Latest Count of SARS Virus Victims...and it is rising
Read here on the resilience of SARS Virus that is confounding scientists around the world.
Read here on scientists' concern on SARS Virus mutating
Read here how Singapore tackles SARS
Read here how China tackles SARS
Read here status of SARS epidemic as of mid April 2003
As of Monday (5th May 2003)
Worldwide: - Infected 27 countries and caused 435 deaths.
- The number of cases of infection now stands at 6,234 people
China: - 323 new cases reported with 16 additional deaths. Beijing capital reported having additional 69 cases.

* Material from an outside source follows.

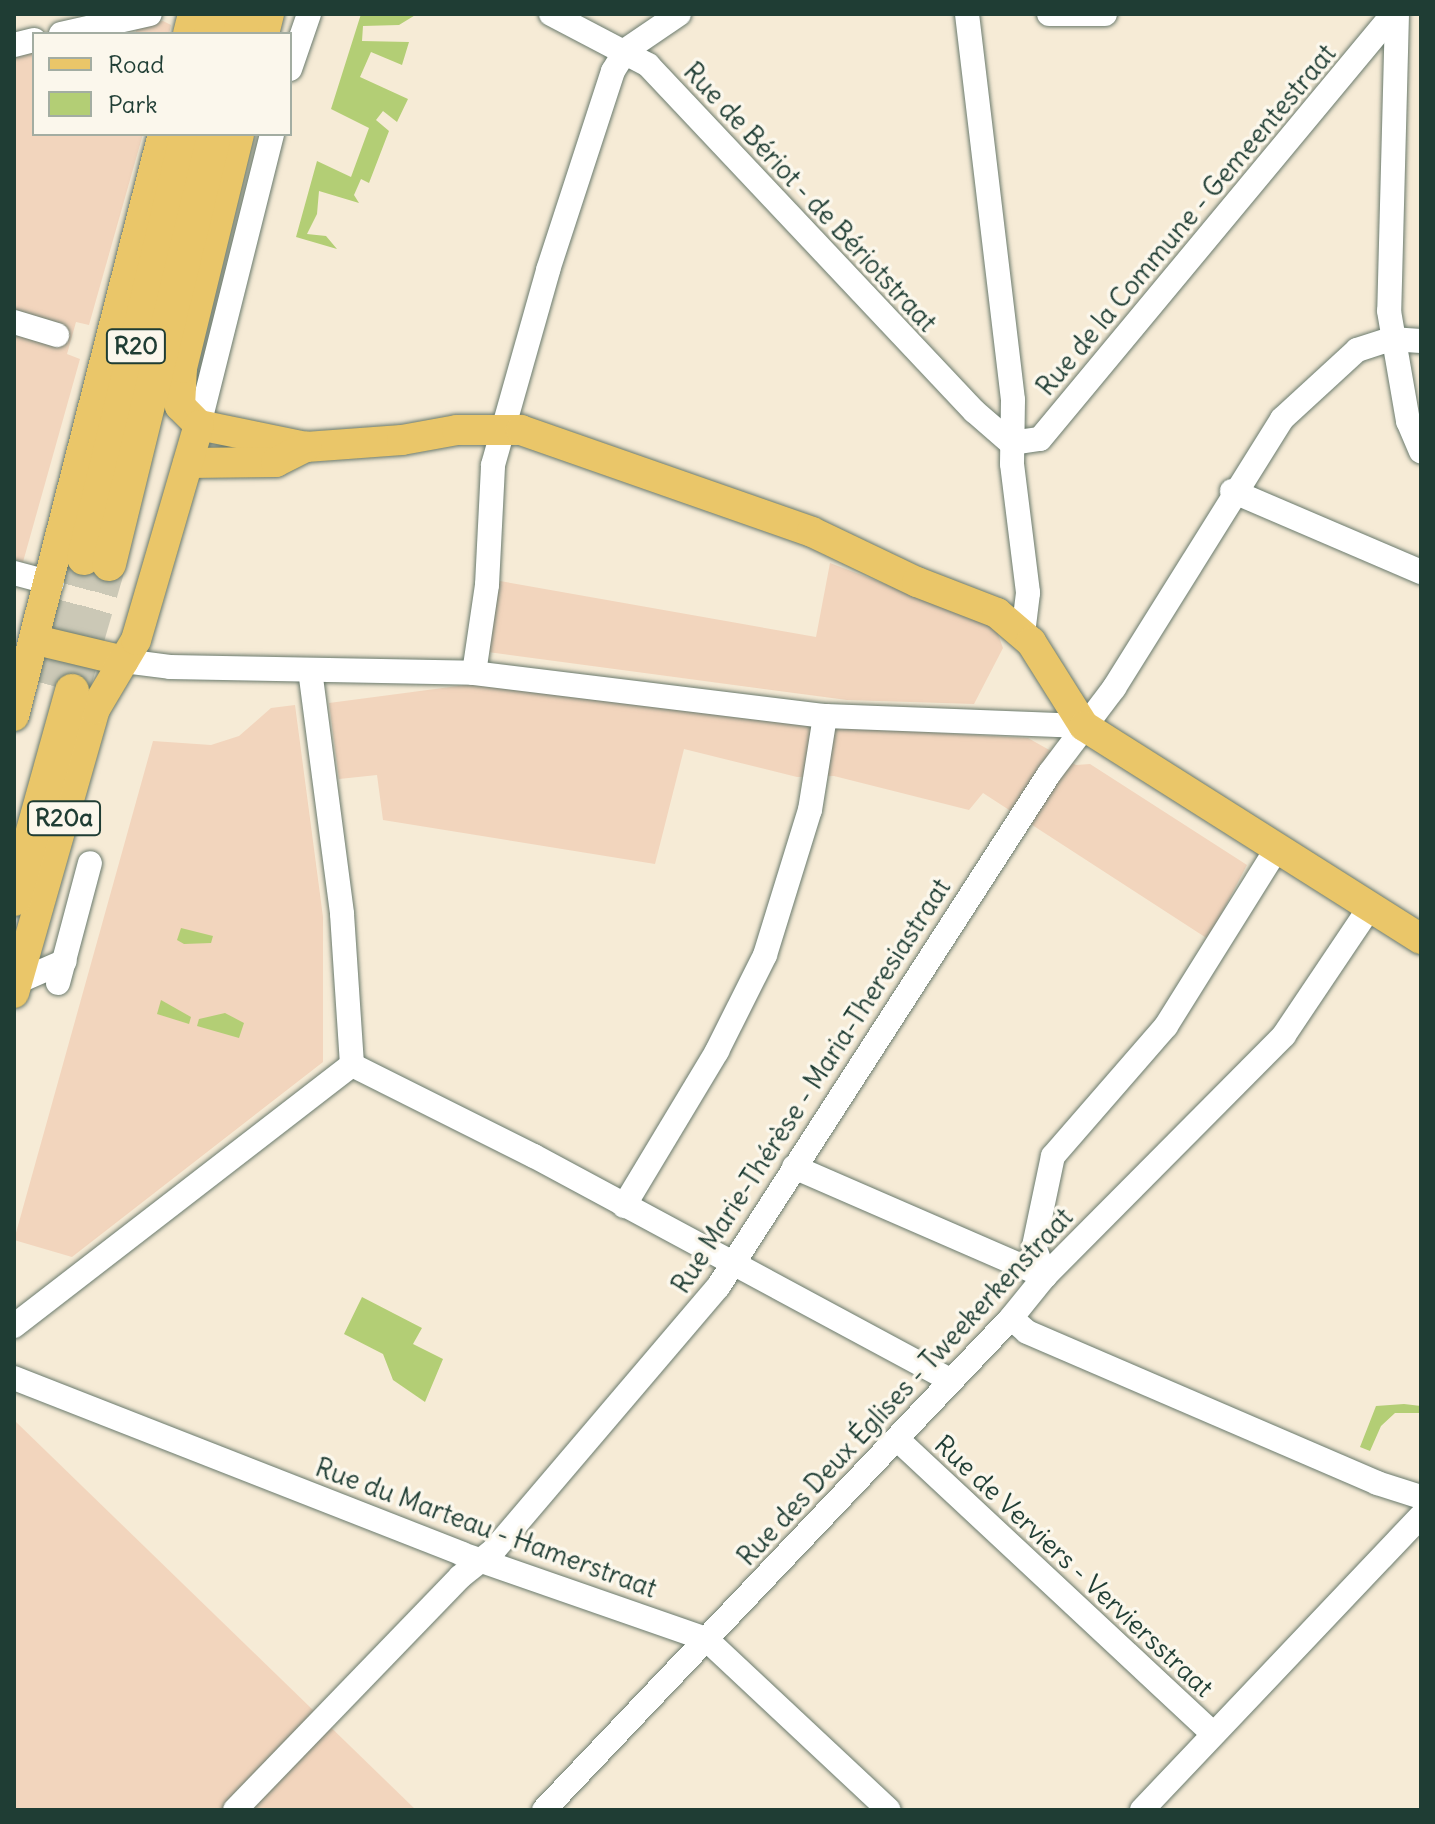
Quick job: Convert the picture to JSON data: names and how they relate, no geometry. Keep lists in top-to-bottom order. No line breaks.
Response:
{"streets":{"highway":["R20"],"main road":["R20a"],"street":["Rue de Bériot - de Bériotstraat","Rue de la Commune - Gemeentestraat","Rue Marie-Thérèse - Maria-Theresiastraat","Rue des Deux Églises - Tweekerkenstraat","Rue du Marteau - Hamerstraat","Rue de Verviers - Verviersstraat"]},"crossings":[["Rue de Bériot - de Bériotstraat","Rue de la Commune - Gemeentestraat"],["Rue Marie-Thérèse - Maria-Theresiastraat","Rue du Marteau - Hamerstraat"],["Rue des Deux Églises - Tweekerkenstraat","Rue du Marteau - Hamerstraat"],["Rue des Deux Églises - Tweekerkenstraat","Rue de Verviers - Verviersstraat"]],"legend":["Road","Park"]}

- Total now stands at 4,280 cases and 206 deaths.
Hongkong: - 16 new cases and 8 additional deaths
- Total now stands at 1,637 cases and 187 deaths.
Taiwan - 16 new infections.
- Total now stands at 116 cases and 8 deaths.
Singapore - One new infection.
- Total now stands at 204 cases and 26 deaths.
Malaysia - One new infection.
- Total now stands at 7 cases and 2 deaths.
The lone SARS case in South Africa died.
The United States reported seven new cases of the disease, and 54 probable cases but has no reported SARS deaths.
Other SARS- Related News
World Health Organisation experts are still mystified how SARS could jump thousands of kilometres from southern China and Hong Kong to Beijing while barely touching anywhere in between. The Chinese capital has been hard hit by SARS, already overshadowing southern Guangdong province and Hong Kong. One big question facing WHO experts studying the epidemic is why vast regions in central China, south of the capital, have barely suffered from the virus that originated in Guangdong and ravaged neighbouring Hong Kong some 1,900km away."Right now, without the full data we just can't say," Alan Schnur, head of WHO's communicable disease office in Beijing, told AFP."It could be that some places are just lucky, or maybe there has been a lack of reporting in the provinces and the surveillance system is incomplete.
The University of California at Berkeley will turn away new students from SARS -infected China, Taiwan, Singapore and Hong Kong this summer in what is believed to be the first such move by a major U.S. university to prevent the spread of the virus.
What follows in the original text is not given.